* Task inputs:
════

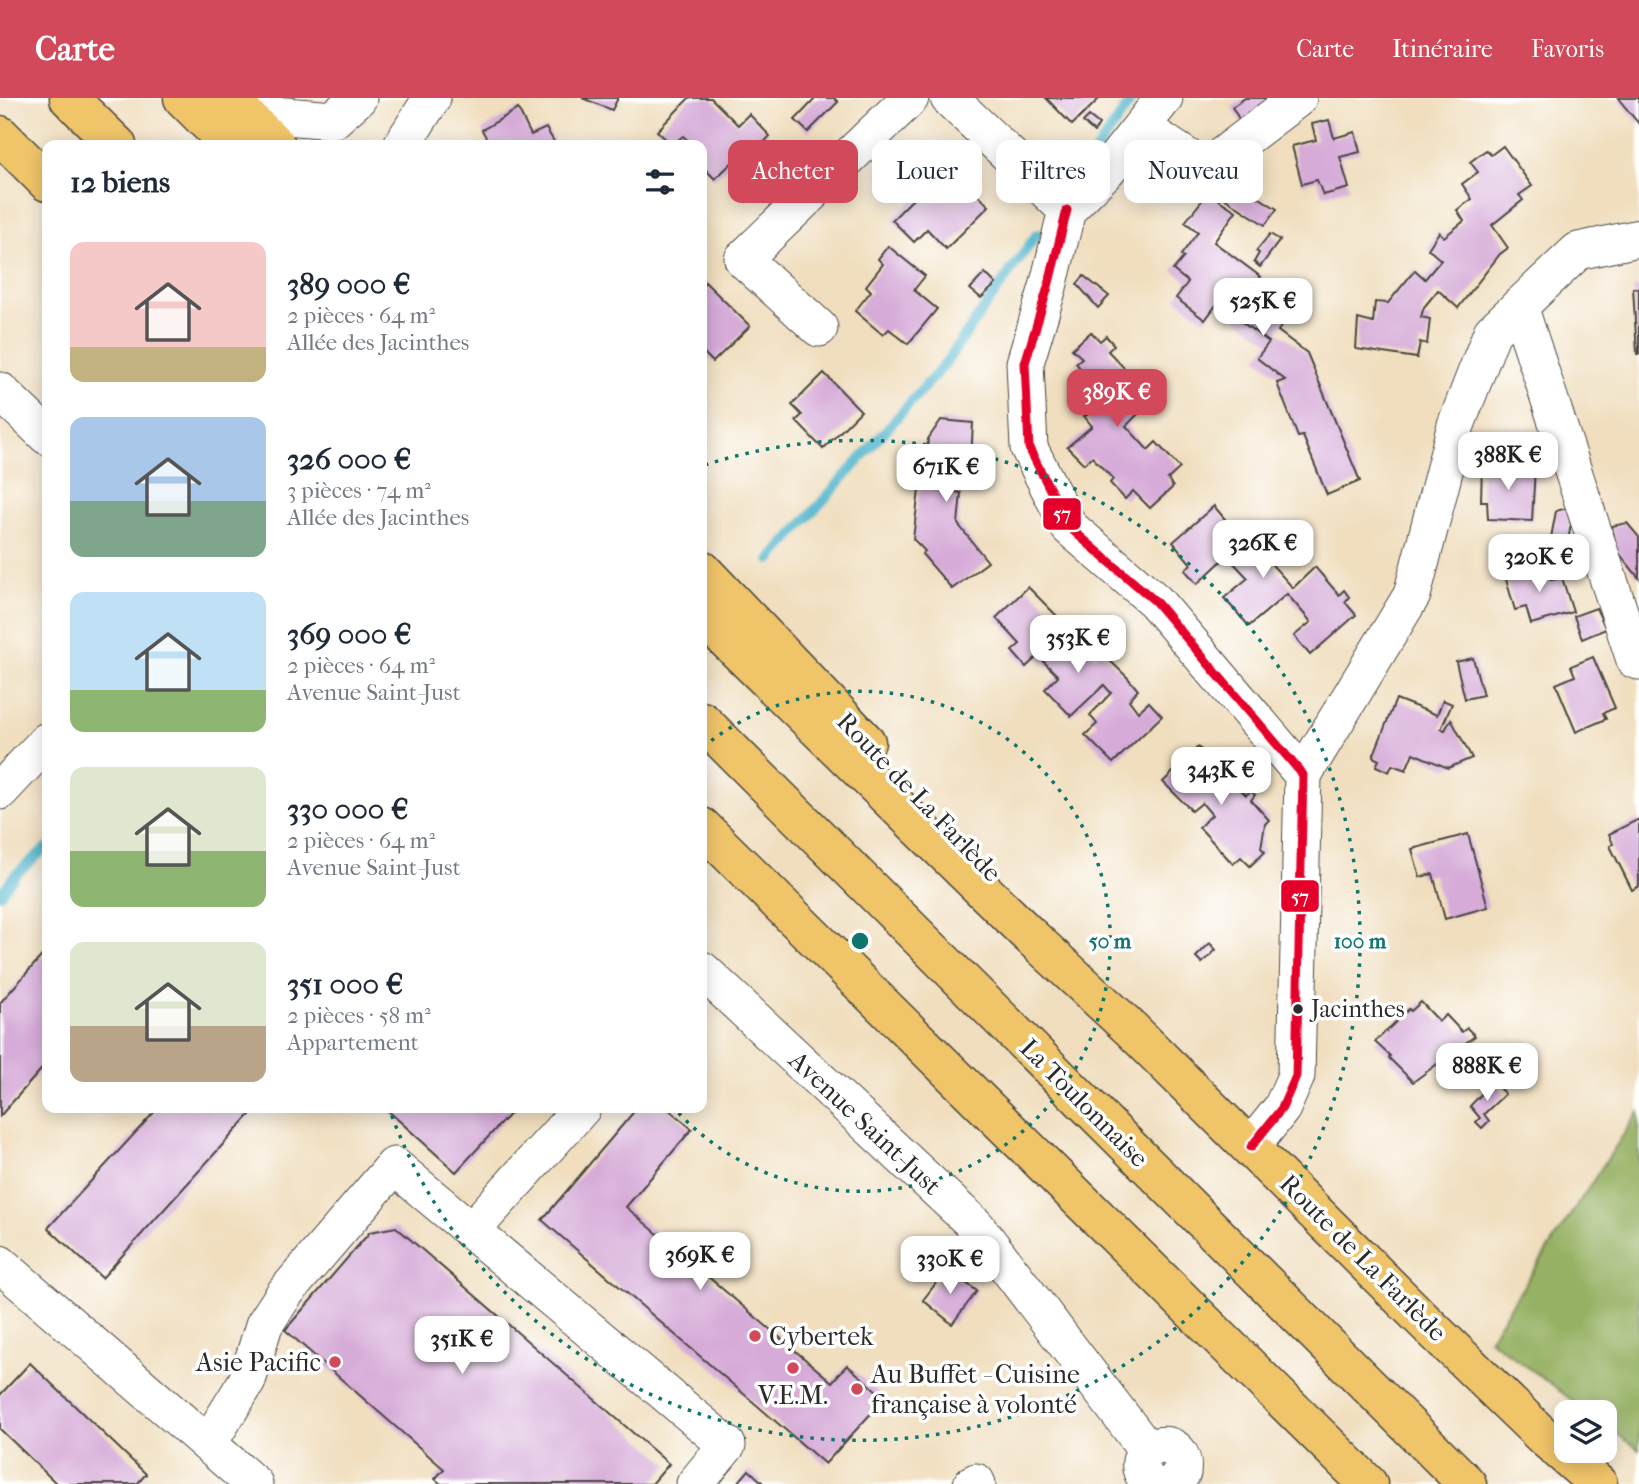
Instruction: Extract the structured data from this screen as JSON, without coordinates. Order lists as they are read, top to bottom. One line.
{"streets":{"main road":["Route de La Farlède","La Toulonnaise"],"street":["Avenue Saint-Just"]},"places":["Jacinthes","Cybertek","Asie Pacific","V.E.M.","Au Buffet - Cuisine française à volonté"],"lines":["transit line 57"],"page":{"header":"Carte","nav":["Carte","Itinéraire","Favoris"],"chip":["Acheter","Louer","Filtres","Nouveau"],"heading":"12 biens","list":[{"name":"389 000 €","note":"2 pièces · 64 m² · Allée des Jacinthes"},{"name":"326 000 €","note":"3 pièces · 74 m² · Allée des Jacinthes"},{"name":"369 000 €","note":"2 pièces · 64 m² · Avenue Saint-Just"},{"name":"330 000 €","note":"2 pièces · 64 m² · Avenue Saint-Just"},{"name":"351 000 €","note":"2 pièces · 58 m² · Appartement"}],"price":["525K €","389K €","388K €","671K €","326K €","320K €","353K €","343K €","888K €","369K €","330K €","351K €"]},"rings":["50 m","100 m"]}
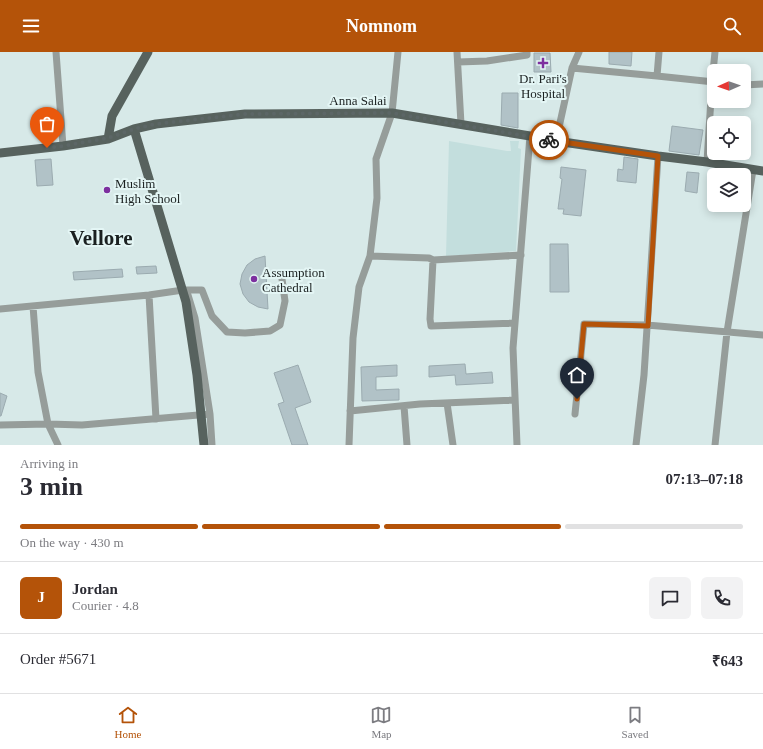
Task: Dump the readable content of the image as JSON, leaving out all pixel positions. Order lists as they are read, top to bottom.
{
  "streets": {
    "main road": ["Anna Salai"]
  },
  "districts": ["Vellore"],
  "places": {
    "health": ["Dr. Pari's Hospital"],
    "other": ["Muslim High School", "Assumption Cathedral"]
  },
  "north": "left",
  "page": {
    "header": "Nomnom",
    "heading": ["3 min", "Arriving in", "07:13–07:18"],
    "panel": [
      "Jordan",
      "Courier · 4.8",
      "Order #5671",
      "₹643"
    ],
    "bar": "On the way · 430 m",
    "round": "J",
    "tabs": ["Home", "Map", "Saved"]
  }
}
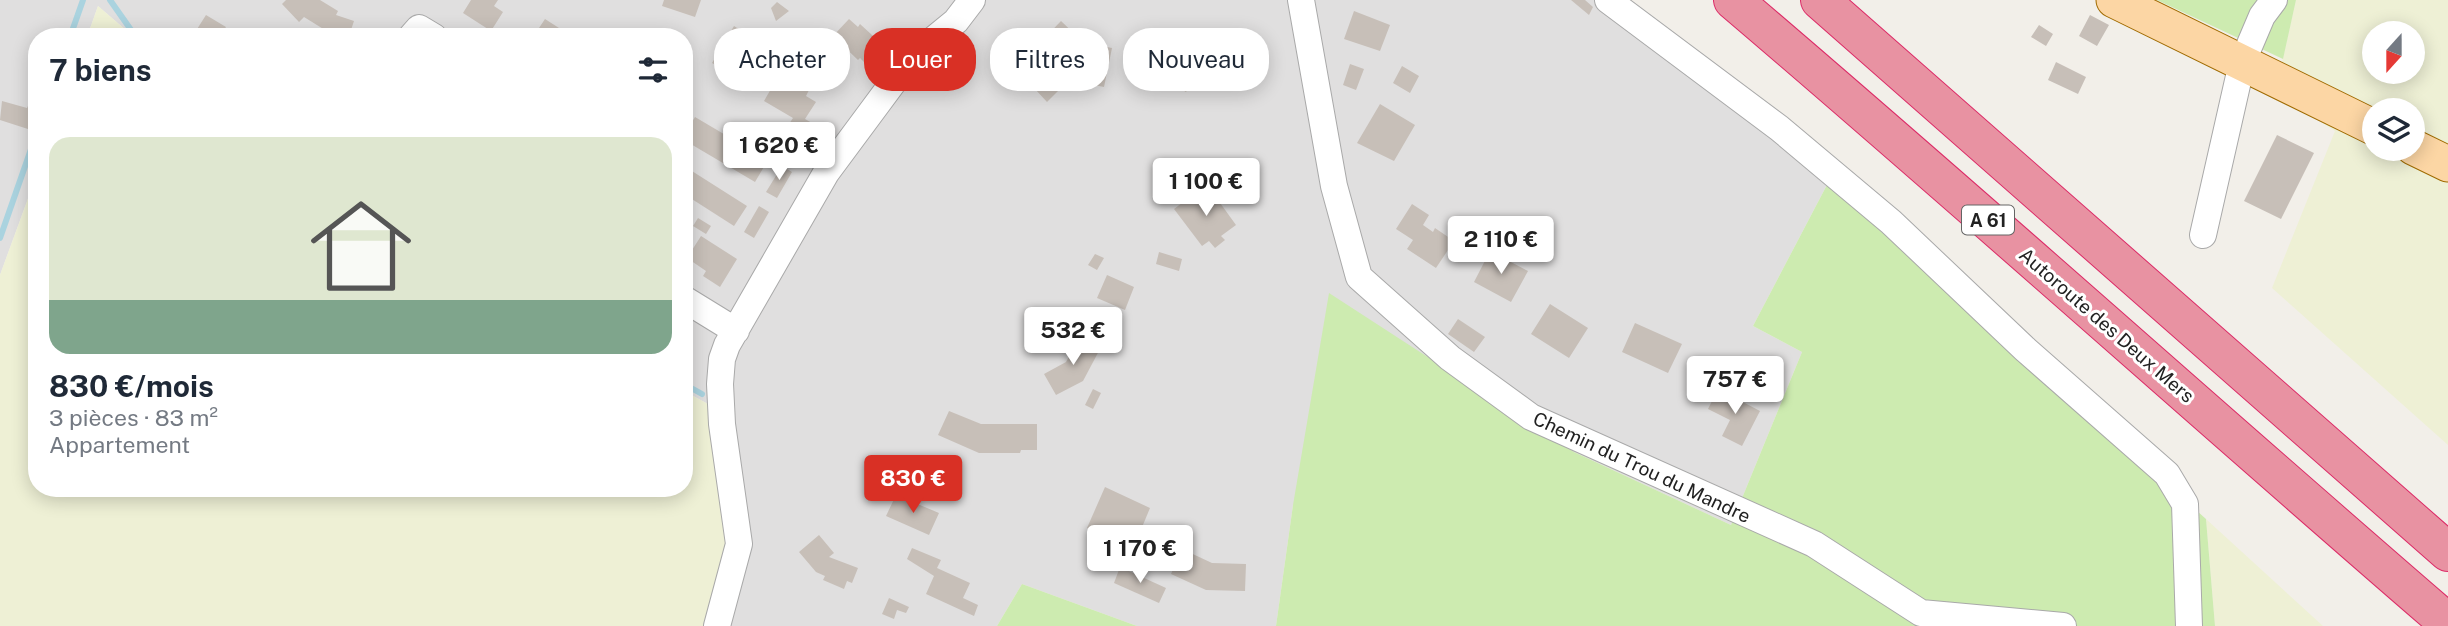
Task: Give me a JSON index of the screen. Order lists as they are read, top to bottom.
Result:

════

* Exercise goal: The required result is an exact repeat of the records above from the line containing "Task: Give me" to their final line.

* Task output:
Task: Give me a JSON index of the screen. Order lists as they are read, top to bottom.
Result:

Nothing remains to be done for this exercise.